My recommendation for source material is to record the source document as a source in your source list, and link that to the person/place/website where you got it as a repository in your list of repositories. This is the way the GEDCOM specifications recommends. Most genealogy software at least loosely follows GEDCOM and will keep your sources and your repositories separate for you.
GEDCOM Version 5.5.1 defines a repository in two parts:
A Repository Record: contains the name and address record of the holder of the source document. Source repositories can be formal or informal. "Informal repositories include owner's of an unpublished work or of a rare published source, or a keeper of personal collections. An example would be the owner of a family Bible containing unpublished family genealogical entries."
A Source Repository Citation: is a pointer from the source record to the Repository Record along with all the information and notes to describe how to find the source in the repository (e.g. call number, specific url, etc.)
So you've got:
United States Census, 1910: is your source document
Page 31, Line 10: is your "where within source" description
Ancestry.com: is your repository
Specific url: is your source repository citation
For an informal source:
Smith Family Bible: is your source document
Page 14, paragraph 3: is your "where within source" description
Mabel Smith: is your repository (person you got it from)
Received from Mabel in 1984 at her house, 111 Front St, London
What is extremely useful to do when you know it, is to record the source of the source. If for example, the source itself indicates it was obtained from somewhere else, you should add a source and repository for where it came from.
This is important to do when obtaining informal information, such as an email that states that the birth date supplied was from the person's birth certificate. Or that a specific piece of information from an online family tree was taken from another specified family tree or maybe from an interview of a specific relative or maybe from a document you do not have access to.
By recording sources (and repositories) of sources, and possibly even carrying that through 2 or 3 or more levels (source of the source of the source of the...), you can build up of master list of sources and repositories, some of which you have personally seen (be sure to note when you obtained/saw each one), and others which you will one day attempt to inspect yourself if possible.
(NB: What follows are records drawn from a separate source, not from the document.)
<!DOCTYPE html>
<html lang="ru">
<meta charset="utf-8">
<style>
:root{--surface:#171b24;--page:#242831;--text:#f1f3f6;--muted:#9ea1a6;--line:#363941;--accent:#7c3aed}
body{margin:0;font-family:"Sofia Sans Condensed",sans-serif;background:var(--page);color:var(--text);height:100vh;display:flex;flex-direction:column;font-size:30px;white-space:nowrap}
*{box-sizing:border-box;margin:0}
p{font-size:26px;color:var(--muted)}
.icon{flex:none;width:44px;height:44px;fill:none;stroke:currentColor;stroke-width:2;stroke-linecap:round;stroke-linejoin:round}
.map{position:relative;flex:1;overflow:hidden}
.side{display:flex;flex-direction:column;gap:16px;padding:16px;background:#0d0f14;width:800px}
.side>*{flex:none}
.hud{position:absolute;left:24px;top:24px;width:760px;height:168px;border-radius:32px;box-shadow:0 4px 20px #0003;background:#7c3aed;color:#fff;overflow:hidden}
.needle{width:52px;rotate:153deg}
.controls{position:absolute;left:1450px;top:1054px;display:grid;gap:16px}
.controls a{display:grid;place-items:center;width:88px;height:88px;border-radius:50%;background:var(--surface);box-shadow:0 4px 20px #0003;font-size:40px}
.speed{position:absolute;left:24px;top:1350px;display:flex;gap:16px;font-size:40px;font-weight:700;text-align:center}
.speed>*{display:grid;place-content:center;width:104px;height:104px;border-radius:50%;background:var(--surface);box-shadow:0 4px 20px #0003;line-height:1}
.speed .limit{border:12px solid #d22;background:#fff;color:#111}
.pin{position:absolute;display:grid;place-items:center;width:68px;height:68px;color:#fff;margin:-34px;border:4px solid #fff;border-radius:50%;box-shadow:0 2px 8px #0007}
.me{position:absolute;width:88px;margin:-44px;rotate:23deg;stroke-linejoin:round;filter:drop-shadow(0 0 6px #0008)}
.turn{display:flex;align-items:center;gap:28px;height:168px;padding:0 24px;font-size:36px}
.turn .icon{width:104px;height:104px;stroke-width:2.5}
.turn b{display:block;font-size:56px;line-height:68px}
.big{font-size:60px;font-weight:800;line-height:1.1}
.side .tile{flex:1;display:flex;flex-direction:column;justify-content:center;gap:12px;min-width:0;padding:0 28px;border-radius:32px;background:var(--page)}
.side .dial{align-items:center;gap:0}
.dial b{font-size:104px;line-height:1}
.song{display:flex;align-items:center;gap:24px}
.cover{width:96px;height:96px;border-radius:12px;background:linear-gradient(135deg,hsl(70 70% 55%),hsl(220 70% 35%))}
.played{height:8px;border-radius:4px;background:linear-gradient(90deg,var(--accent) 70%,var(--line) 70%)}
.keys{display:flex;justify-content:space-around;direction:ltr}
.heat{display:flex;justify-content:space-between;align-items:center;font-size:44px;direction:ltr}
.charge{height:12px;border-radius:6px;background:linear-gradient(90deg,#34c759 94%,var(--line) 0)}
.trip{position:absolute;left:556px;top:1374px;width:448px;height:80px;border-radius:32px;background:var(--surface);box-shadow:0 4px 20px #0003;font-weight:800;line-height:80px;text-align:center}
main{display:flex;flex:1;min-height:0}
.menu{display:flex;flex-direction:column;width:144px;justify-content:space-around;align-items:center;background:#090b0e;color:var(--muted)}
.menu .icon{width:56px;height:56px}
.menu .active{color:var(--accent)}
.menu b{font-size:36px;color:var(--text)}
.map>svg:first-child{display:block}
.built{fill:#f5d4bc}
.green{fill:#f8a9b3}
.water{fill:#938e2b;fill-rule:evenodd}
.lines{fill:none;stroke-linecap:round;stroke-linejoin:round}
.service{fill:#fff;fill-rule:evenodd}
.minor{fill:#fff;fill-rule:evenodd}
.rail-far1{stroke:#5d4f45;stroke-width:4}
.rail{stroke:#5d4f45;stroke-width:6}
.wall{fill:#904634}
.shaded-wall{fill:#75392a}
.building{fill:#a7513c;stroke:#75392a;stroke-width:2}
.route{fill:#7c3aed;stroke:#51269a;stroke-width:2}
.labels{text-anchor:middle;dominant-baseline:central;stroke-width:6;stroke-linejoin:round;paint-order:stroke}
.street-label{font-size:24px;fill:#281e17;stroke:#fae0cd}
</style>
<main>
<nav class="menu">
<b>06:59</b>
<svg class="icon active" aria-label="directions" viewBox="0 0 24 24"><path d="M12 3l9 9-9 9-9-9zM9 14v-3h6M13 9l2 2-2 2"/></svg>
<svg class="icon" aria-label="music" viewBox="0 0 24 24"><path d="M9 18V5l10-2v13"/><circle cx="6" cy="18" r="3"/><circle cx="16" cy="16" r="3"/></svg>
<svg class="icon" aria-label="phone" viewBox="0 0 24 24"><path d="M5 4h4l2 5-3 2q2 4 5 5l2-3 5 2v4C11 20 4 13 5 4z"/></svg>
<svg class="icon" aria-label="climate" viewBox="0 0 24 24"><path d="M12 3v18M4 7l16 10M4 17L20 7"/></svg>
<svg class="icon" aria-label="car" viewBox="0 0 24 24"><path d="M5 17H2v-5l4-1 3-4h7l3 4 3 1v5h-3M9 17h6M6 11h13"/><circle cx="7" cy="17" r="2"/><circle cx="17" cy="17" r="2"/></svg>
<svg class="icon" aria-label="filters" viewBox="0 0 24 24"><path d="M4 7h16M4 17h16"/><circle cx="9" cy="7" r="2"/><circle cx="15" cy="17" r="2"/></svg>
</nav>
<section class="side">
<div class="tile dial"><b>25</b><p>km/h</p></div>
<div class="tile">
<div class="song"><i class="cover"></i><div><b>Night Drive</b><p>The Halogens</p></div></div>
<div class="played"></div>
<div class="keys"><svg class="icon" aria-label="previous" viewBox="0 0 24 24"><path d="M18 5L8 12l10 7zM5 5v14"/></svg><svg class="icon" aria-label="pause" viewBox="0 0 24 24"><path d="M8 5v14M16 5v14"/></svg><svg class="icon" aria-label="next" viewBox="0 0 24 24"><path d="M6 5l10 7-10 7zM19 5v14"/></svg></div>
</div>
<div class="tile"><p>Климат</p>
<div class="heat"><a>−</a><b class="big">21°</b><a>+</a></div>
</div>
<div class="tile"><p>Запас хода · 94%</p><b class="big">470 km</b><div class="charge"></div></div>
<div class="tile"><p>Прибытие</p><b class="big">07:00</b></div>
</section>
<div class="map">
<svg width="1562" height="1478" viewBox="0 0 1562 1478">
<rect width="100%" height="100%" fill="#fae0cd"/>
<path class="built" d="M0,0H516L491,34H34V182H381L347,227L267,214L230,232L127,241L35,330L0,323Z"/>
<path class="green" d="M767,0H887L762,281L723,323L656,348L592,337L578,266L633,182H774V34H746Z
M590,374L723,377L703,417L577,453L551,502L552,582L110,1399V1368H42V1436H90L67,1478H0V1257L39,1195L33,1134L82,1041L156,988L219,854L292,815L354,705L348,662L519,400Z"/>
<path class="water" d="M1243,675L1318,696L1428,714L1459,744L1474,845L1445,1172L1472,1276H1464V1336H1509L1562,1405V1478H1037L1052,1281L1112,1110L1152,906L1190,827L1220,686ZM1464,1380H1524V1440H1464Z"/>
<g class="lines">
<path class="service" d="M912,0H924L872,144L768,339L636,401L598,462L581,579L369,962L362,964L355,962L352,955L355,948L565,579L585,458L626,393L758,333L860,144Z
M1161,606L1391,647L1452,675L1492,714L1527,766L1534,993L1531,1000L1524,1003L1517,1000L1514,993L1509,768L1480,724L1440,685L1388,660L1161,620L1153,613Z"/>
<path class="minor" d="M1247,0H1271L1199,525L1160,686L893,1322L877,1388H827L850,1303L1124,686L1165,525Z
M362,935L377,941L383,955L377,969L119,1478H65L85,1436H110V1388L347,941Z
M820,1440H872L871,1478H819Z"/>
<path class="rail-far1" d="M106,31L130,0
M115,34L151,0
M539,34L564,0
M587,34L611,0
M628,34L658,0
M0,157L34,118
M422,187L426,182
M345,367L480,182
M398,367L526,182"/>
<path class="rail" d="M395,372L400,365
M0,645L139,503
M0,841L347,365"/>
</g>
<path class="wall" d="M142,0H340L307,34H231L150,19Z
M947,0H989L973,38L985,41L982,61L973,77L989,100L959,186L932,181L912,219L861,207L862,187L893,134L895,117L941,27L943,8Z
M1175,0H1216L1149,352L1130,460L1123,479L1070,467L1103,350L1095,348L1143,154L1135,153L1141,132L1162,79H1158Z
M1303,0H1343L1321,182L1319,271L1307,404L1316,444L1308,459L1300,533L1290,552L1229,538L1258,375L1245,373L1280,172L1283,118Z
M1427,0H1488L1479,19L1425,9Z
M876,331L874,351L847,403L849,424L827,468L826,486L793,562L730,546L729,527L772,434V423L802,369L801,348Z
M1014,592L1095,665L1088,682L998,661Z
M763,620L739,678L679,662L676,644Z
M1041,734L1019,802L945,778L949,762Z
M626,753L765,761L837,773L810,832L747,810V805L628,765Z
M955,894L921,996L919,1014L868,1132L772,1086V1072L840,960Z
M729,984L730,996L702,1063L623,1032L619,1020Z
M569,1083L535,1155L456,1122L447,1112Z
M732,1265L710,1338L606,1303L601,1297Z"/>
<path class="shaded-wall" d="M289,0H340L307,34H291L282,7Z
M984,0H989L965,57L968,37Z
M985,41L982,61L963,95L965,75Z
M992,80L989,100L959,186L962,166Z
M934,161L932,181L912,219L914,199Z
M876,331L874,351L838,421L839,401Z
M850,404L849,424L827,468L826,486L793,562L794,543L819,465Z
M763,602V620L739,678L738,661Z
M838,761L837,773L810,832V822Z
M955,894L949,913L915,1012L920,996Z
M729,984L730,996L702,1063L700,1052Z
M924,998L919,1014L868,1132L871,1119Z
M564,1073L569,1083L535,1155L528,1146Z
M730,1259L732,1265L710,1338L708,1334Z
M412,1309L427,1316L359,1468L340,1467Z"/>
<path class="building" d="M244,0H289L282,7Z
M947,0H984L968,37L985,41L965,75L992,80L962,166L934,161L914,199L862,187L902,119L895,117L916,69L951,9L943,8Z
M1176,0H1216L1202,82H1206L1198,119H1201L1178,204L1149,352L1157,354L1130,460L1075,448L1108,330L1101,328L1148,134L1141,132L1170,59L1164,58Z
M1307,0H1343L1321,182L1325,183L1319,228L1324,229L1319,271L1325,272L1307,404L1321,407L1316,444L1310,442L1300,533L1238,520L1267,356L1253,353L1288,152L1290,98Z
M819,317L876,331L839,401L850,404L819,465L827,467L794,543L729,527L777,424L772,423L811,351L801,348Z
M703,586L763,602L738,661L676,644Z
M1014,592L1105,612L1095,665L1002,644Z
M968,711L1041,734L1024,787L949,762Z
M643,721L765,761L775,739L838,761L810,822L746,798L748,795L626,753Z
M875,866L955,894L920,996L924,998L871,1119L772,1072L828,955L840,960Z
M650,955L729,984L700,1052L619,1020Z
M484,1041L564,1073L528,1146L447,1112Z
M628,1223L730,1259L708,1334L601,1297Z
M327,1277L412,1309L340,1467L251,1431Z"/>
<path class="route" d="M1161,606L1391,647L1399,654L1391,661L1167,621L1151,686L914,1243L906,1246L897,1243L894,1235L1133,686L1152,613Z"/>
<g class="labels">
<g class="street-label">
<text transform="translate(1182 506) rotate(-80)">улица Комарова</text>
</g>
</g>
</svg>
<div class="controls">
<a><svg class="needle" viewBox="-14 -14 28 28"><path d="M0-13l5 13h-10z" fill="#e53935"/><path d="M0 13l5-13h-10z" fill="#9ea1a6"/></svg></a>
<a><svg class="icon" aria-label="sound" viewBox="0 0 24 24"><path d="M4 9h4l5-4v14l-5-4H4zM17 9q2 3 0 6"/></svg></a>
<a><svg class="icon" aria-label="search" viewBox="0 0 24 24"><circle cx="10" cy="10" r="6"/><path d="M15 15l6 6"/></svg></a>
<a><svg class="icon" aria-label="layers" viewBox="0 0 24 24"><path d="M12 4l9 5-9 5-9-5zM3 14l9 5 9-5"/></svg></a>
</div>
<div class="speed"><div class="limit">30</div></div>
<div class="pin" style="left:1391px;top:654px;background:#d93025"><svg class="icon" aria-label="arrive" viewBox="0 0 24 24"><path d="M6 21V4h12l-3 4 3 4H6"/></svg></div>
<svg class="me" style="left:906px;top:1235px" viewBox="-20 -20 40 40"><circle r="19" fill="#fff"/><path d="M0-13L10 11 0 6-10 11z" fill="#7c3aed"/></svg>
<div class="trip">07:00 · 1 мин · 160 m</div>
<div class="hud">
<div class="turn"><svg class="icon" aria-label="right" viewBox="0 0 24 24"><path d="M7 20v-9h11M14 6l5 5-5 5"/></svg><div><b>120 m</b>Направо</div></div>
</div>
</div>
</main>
This would allow you to verify that the secondary source correctly interpreted and presented the record and also allow you to see if there may be other pertinent information in the primary source that the secondary source did not provide.
Followup: (This is in response to Adrian's comment regarding personal holdings and ColeValleyGirl's note that it should be used for unique documents that no one else has.)
The repository that you supply should be where you got the item, but only if that place still has the item and a researcher would still be able to find it there.
If the item has disappeared, or it is a unique item that was passed to you, then you should state yourself "Personal holding of …" as the repository, and indicate (in a source of the source) where you got it from with a note that the original source is no longer available and when it became no longer available.
This will often apply to websites, people who pass away, records that are lost, etc.